## [TASK STATEMENT]
Where does the word "serif" appear in the data? Copy every line that holds it.

## [EXERCISE MATERIALS]
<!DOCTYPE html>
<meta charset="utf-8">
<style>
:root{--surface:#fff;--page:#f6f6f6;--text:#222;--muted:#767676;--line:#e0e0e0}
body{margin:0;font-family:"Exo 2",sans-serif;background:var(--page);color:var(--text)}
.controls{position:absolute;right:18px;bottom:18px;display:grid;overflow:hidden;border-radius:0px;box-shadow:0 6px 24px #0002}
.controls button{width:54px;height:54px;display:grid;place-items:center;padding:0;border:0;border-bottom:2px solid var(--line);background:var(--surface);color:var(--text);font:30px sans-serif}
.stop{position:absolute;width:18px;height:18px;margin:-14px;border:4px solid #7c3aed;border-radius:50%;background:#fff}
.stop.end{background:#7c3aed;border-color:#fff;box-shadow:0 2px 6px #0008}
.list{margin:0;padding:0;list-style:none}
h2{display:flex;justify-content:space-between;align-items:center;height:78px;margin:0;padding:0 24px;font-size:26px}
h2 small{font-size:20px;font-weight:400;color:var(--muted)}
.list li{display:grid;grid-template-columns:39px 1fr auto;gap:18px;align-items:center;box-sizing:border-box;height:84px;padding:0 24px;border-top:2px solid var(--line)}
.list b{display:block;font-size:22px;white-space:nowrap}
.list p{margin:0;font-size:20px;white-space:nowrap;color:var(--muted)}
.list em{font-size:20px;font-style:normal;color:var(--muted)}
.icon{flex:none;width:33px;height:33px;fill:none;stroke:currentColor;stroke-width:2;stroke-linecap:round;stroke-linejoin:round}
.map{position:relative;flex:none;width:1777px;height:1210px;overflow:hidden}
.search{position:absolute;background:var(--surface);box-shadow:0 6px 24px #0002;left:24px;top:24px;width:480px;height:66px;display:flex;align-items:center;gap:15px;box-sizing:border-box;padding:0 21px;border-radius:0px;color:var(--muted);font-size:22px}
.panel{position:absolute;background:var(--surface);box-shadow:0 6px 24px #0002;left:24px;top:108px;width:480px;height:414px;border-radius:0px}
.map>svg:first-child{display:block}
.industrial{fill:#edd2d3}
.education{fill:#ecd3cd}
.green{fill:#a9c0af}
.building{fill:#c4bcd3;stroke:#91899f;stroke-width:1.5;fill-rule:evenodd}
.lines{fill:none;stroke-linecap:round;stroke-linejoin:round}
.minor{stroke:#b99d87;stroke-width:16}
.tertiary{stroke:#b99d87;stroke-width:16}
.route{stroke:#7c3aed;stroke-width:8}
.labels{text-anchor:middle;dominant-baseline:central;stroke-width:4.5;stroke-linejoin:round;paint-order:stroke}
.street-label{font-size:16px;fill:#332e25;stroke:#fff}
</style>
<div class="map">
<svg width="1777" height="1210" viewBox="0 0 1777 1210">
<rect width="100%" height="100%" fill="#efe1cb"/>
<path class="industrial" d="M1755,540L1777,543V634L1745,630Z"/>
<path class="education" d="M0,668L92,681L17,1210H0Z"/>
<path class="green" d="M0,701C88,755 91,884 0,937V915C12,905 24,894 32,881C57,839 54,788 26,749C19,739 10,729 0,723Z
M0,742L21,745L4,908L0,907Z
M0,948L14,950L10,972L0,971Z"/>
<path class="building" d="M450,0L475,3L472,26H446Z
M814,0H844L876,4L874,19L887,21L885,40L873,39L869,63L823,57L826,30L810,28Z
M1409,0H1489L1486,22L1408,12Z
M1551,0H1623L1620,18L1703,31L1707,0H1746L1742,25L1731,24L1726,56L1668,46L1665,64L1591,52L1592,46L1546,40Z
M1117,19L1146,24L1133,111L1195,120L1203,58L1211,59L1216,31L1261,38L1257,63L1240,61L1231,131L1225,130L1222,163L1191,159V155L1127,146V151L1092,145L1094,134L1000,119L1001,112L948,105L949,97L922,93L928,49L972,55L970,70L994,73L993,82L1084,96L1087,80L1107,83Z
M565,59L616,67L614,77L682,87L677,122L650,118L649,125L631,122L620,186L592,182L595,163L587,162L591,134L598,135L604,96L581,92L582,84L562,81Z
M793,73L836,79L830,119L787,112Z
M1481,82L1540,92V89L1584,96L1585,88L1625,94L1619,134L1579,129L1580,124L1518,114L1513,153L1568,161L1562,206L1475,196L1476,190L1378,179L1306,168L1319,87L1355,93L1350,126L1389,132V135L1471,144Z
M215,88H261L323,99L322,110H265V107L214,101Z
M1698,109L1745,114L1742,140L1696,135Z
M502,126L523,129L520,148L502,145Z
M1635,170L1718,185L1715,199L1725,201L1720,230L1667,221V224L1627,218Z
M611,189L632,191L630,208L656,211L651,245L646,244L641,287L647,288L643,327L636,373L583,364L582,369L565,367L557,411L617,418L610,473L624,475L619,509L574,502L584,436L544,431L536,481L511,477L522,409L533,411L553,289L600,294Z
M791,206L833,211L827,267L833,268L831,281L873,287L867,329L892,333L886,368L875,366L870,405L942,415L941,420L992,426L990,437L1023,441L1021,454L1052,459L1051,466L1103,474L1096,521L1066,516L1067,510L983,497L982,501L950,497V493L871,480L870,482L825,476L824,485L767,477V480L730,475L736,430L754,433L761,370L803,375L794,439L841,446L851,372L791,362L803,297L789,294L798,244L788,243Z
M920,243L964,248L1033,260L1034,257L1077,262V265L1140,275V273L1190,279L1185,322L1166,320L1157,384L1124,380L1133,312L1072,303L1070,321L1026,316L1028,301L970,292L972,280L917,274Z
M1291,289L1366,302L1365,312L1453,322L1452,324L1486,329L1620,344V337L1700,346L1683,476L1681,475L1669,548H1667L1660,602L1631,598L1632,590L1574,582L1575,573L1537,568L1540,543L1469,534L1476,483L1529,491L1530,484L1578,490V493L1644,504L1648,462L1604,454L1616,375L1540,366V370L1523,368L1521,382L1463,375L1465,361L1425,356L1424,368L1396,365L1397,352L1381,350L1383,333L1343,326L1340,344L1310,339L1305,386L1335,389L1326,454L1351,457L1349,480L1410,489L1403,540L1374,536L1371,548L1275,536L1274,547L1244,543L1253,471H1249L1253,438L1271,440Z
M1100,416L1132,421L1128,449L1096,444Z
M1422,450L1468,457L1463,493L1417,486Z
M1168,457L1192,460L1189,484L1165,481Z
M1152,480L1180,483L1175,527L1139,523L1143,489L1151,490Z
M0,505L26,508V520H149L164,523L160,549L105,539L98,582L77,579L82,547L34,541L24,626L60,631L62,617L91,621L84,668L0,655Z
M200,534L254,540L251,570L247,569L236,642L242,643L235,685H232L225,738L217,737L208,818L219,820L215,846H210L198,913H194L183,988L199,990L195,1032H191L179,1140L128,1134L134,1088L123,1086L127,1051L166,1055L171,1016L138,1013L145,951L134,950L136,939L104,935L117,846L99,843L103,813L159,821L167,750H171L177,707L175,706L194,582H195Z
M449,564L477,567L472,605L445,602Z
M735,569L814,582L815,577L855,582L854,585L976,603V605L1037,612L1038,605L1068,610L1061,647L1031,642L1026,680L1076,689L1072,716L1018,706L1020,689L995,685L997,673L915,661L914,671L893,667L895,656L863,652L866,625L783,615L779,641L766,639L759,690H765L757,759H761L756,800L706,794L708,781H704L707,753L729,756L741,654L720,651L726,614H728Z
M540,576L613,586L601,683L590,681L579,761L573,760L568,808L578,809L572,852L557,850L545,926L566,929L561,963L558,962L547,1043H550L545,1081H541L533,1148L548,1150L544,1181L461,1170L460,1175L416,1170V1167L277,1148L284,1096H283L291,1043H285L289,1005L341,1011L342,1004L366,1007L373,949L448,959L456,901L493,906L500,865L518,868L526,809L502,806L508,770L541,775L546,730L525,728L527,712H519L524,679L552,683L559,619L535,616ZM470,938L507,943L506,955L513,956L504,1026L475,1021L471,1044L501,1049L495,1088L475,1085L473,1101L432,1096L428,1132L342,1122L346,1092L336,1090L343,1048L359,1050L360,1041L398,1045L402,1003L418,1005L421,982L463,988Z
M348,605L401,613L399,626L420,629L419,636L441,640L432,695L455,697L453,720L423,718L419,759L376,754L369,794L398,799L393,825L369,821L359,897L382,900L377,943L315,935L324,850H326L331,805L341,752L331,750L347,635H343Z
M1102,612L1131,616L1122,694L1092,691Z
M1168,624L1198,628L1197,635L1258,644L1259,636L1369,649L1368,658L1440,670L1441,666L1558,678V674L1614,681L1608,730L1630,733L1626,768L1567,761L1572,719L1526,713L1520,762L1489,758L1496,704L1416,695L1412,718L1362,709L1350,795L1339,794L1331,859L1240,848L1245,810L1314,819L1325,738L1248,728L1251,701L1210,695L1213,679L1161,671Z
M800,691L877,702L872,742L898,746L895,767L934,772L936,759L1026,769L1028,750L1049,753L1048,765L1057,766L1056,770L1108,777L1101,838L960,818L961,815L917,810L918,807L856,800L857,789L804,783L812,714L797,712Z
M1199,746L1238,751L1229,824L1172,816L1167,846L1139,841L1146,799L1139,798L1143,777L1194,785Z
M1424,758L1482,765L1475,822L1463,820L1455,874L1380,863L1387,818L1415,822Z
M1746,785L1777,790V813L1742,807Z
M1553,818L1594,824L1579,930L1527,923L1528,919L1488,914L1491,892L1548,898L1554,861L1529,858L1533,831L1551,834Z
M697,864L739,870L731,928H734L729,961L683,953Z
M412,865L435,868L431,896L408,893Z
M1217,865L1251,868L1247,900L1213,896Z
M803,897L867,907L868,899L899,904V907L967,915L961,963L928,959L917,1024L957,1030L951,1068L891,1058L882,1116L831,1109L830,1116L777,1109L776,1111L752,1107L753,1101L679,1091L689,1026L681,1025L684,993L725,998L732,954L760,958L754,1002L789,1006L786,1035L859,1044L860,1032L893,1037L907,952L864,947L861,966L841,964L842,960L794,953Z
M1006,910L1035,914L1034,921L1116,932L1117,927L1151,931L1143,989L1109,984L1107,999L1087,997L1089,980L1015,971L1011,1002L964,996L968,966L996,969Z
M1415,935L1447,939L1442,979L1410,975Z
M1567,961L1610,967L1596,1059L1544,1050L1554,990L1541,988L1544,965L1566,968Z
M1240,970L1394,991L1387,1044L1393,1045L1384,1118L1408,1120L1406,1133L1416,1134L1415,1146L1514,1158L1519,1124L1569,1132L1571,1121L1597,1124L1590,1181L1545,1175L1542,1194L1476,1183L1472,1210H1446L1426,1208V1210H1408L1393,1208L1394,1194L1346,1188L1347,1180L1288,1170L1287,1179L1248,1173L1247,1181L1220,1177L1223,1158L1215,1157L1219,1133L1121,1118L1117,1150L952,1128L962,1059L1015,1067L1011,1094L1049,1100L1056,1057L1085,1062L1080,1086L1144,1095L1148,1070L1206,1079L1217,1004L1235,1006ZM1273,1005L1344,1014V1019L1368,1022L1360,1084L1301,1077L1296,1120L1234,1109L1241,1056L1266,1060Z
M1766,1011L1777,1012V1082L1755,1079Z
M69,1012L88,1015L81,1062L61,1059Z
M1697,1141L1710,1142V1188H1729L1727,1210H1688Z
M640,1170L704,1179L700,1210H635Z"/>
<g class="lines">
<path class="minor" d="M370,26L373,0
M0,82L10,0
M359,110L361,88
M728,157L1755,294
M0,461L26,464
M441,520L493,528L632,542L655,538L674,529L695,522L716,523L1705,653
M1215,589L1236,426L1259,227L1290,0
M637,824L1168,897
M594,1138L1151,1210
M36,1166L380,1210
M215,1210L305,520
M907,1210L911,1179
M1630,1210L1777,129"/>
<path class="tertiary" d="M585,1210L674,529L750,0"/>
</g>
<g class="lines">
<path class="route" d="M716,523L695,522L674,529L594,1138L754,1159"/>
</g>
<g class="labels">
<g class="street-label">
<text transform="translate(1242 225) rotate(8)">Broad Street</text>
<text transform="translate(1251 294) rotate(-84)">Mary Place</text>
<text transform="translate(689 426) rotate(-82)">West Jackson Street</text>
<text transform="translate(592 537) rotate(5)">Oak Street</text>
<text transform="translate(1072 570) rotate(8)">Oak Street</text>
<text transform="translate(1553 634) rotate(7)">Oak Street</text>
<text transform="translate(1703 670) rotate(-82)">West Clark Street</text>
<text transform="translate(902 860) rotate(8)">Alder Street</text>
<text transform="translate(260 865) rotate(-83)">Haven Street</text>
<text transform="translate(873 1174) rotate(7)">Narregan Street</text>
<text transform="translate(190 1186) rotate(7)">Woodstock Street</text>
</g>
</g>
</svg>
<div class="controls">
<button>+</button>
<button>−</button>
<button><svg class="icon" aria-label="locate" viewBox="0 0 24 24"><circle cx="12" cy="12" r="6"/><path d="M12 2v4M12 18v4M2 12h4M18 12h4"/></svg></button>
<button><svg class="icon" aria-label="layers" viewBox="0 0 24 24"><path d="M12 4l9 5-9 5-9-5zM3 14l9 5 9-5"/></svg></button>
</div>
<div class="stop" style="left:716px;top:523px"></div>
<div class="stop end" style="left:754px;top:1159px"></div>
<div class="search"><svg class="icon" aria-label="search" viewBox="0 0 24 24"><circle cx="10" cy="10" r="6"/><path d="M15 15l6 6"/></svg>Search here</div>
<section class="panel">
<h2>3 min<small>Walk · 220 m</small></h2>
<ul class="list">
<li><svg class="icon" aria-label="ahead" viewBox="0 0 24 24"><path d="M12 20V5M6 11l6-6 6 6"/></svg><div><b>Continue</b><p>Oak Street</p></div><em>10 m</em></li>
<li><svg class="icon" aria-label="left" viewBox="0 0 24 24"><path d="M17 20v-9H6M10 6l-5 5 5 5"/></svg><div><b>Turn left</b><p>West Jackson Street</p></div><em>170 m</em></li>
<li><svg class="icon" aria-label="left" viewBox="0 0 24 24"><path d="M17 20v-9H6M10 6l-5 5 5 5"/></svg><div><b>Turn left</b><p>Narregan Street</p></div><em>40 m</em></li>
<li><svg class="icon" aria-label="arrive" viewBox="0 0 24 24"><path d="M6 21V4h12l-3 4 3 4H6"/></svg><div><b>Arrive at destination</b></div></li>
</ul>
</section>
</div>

## [OUTPUT FOR THIS TASK]
body{margin:0;font-family:"Exo 2",sans-serif;background:var(--page);color:var(--text)}
.controls button{width:54px;height:54px;display:grid;place-items:center;padding:0;border:0;border-bottom:2px solid var(--line);background:var(--surface);color:var(--text);font:30px sans-serif}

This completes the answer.